Understand that the only sets that actually induce muscle growth are the heavy sets - the sets using maximum weight for 4 to 6 reps. All other sets besides these will not produce overload needed to induce growth. These sets are merely preludes to the muscle-building sets. With this known, now you can see why it's critical to intelligently warm-up so you can maximize the growth producing sets.
_


----------



## Arnold (Feb 5, 2003)

_*Warming Up The Right Way. *

 Here we are going to take the Bench Press and show you a proper warm-up technique that will allow you to lift more weight on your heavy sets. Remember, more weight - more overload - more muscle.

Again well use 275 as your heavy weight. If you typically warm-up and train like I pointed out earlier the 275 will feel a lot lighter this time.

First Set: 135 x 12 reps (warm-up)

These should be good smooth reps. Not too slow and not to fast. Your main goal is to increase blood flow and get the feel of the movement and the weight. After this first set you should rest about 2 minutes.

Second Set: 135 x 10 reps (warm-up)

Same weight as before. Rhythm should be a little faster this time. Not much faster. Rest about 2 minutes.

Third Set: 185 x 6 reps (warm-up)

This should be a deliberate set done at a moderate pace. This is the next step in weight acclimation. It should feel light and 4 reps should be very easy. Rest about 2 to 3 minutes before the next set.

Fourth Set: 225 x 3 reps (weight acclimation)

You should follow the same rhythm as in the last set. 3 strong reps. Rest 2  minutes before next set.

Fifth Set: 255 x 1 rep (weight acclimation)

That's right, just 1 rep. The purpose here is weight acclimation. This should be a strong, powerful and deliberate rep.

Sixth, Seventh, and Eighth Set: 285 x 4 to 6 reps (muscle-building)

These are the muscle building sets. Very important. These are the only sets that produce muscle growth. All the sets leading up to these heavy sets are merely warm-up sets and are treated as just that and nothing more.
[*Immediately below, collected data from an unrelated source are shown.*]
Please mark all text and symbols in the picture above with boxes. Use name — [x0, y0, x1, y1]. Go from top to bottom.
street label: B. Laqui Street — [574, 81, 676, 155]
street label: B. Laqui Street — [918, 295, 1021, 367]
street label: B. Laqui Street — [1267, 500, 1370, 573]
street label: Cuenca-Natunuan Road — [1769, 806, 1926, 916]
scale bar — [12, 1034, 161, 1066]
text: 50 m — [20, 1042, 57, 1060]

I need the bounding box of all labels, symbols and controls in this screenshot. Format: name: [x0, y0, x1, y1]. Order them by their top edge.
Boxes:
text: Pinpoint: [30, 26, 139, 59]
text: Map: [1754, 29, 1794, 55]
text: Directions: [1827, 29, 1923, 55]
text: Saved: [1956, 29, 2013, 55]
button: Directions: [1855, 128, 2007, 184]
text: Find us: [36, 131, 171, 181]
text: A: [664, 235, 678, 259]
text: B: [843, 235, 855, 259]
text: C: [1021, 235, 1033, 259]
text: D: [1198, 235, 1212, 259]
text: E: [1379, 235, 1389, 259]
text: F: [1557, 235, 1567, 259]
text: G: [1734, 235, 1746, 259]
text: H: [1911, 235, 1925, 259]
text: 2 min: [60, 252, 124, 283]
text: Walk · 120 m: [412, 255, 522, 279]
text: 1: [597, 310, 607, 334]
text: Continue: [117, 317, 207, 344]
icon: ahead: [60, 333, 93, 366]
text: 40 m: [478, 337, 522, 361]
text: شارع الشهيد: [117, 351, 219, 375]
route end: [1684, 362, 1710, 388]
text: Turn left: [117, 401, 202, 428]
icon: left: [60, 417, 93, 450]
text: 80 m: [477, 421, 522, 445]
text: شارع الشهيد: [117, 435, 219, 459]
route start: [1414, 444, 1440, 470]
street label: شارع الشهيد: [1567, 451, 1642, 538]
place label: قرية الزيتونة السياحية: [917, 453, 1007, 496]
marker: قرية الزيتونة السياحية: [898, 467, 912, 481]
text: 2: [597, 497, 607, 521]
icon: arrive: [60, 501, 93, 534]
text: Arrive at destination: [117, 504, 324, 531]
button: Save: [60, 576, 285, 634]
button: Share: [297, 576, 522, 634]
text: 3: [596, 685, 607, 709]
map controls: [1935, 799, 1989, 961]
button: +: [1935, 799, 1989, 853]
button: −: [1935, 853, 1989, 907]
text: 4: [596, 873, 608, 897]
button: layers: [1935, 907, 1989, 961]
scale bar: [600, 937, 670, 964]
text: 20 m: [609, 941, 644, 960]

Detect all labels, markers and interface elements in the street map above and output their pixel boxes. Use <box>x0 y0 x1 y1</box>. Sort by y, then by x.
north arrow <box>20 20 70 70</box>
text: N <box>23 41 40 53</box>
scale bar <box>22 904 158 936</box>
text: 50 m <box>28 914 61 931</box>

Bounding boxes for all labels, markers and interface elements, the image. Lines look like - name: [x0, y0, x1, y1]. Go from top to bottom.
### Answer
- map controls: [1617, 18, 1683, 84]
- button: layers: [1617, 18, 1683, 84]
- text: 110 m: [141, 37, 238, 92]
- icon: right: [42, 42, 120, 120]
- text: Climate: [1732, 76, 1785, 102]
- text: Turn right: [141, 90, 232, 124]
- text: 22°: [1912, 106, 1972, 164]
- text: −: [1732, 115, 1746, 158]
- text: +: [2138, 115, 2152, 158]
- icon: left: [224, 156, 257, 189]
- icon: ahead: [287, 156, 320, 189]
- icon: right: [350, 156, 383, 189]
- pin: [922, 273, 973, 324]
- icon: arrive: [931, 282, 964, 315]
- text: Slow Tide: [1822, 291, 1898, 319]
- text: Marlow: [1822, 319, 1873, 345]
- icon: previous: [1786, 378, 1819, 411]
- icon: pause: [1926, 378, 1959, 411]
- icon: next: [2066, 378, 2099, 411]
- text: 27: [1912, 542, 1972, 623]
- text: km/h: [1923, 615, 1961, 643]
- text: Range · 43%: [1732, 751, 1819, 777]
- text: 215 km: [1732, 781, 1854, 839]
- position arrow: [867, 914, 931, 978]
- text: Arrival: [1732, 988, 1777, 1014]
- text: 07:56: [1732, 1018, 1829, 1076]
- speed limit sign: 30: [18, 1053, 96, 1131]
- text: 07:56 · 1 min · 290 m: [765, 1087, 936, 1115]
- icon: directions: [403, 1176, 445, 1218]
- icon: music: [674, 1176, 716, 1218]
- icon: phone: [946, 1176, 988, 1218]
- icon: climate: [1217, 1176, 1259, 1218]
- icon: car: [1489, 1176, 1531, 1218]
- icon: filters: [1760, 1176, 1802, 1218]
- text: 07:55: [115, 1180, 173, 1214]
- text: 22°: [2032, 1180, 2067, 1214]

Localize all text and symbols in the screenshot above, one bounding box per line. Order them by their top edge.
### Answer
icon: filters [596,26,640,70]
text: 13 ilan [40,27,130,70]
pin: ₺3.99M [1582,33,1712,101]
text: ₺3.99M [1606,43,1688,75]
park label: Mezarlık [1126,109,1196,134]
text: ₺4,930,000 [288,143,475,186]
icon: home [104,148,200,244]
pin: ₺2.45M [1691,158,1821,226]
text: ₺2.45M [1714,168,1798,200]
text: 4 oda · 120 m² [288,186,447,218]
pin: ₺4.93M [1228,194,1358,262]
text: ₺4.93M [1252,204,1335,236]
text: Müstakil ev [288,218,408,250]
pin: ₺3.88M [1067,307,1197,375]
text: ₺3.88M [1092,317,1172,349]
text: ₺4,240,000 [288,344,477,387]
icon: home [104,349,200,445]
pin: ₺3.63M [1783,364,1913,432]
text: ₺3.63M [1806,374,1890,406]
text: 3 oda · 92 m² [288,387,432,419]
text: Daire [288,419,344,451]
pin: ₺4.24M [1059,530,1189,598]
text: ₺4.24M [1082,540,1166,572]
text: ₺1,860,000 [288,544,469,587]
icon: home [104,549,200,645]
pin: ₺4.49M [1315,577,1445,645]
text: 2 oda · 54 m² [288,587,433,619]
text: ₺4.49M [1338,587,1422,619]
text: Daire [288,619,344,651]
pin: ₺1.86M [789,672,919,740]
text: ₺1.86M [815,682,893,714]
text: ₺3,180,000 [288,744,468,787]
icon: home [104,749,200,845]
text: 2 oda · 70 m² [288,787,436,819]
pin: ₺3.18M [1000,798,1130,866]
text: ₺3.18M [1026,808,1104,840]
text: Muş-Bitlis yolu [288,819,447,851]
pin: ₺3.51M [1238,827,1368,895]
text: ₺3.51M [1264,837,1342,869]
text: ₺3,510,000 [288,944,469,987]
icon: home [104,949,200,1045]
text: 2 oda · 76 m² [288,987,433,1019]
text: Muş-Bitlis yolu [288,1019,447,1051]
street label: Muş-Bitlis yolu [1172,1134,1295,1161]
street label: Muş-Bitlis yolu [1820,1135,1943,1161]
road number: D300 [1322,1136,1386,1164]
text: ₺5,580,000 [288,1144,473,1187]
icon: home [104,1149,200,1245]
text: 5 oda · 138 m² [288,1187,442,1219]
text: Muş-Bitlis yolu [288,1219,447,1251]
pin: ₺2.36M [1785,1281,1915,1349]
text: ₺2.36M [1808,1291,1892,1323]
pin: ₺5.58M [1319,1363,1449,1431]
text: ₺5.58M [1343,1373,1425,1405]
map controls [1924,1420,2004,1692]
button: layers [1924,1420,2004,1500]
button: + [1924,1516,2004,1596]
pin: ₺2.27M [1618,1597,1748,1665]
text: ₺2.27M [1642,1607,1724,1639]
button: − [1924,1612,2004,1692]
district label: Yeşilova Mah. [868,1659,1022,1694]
Notice we went to 285 instead of 275. Warming up the Max-OT allows you to use heavier weight during the most important muscle building sets._


----------



## Arnold (Feb 5, 2003)

_*Eliminating And Avoiding Unnecessary Sets*

 Anytime you do a set it should be performed for a defined purpose. In essence there are only three types of sets - warm-up sets, weight acclimation sets, and muscle building sets. There are no in-betweens. No other set should exist and from the standpoint of building muscle, no other set does exist. Each set you do should be clearly defined and fall into one of these 3 categories. 
Think about your typical workout. How many sets do you do that have no clear definition? You know the sets that fall somewhere between a warm-up set, a weight acclimation set, and a muscle building set. These sets should be eliminated and a structured Max-OT workout does just that.

A set that is neither a warm-up set, a weight acclimation set, or a muscle building set does nothing for muscle growth. In fact, these undefined sets rob the muscle of maximum growth by inducing fatigue. Fatigue is muscle growth's worst enemy.

Here is an example of unnecessary sets typically done during most non Max-OT workouts.

Let's say you just finished your Flat Bench Press routine. Now it's time to move over to Incline Bench Press. Most people will follow another inefficient warm-up routine for Incline Bench Press like they did on their Flat Bench Press routine. Why? Your chest muscles are certainly warm and able to handle maximum weight. Why would you go through the entire warm-up scenario again when you're training essentially the same muscle?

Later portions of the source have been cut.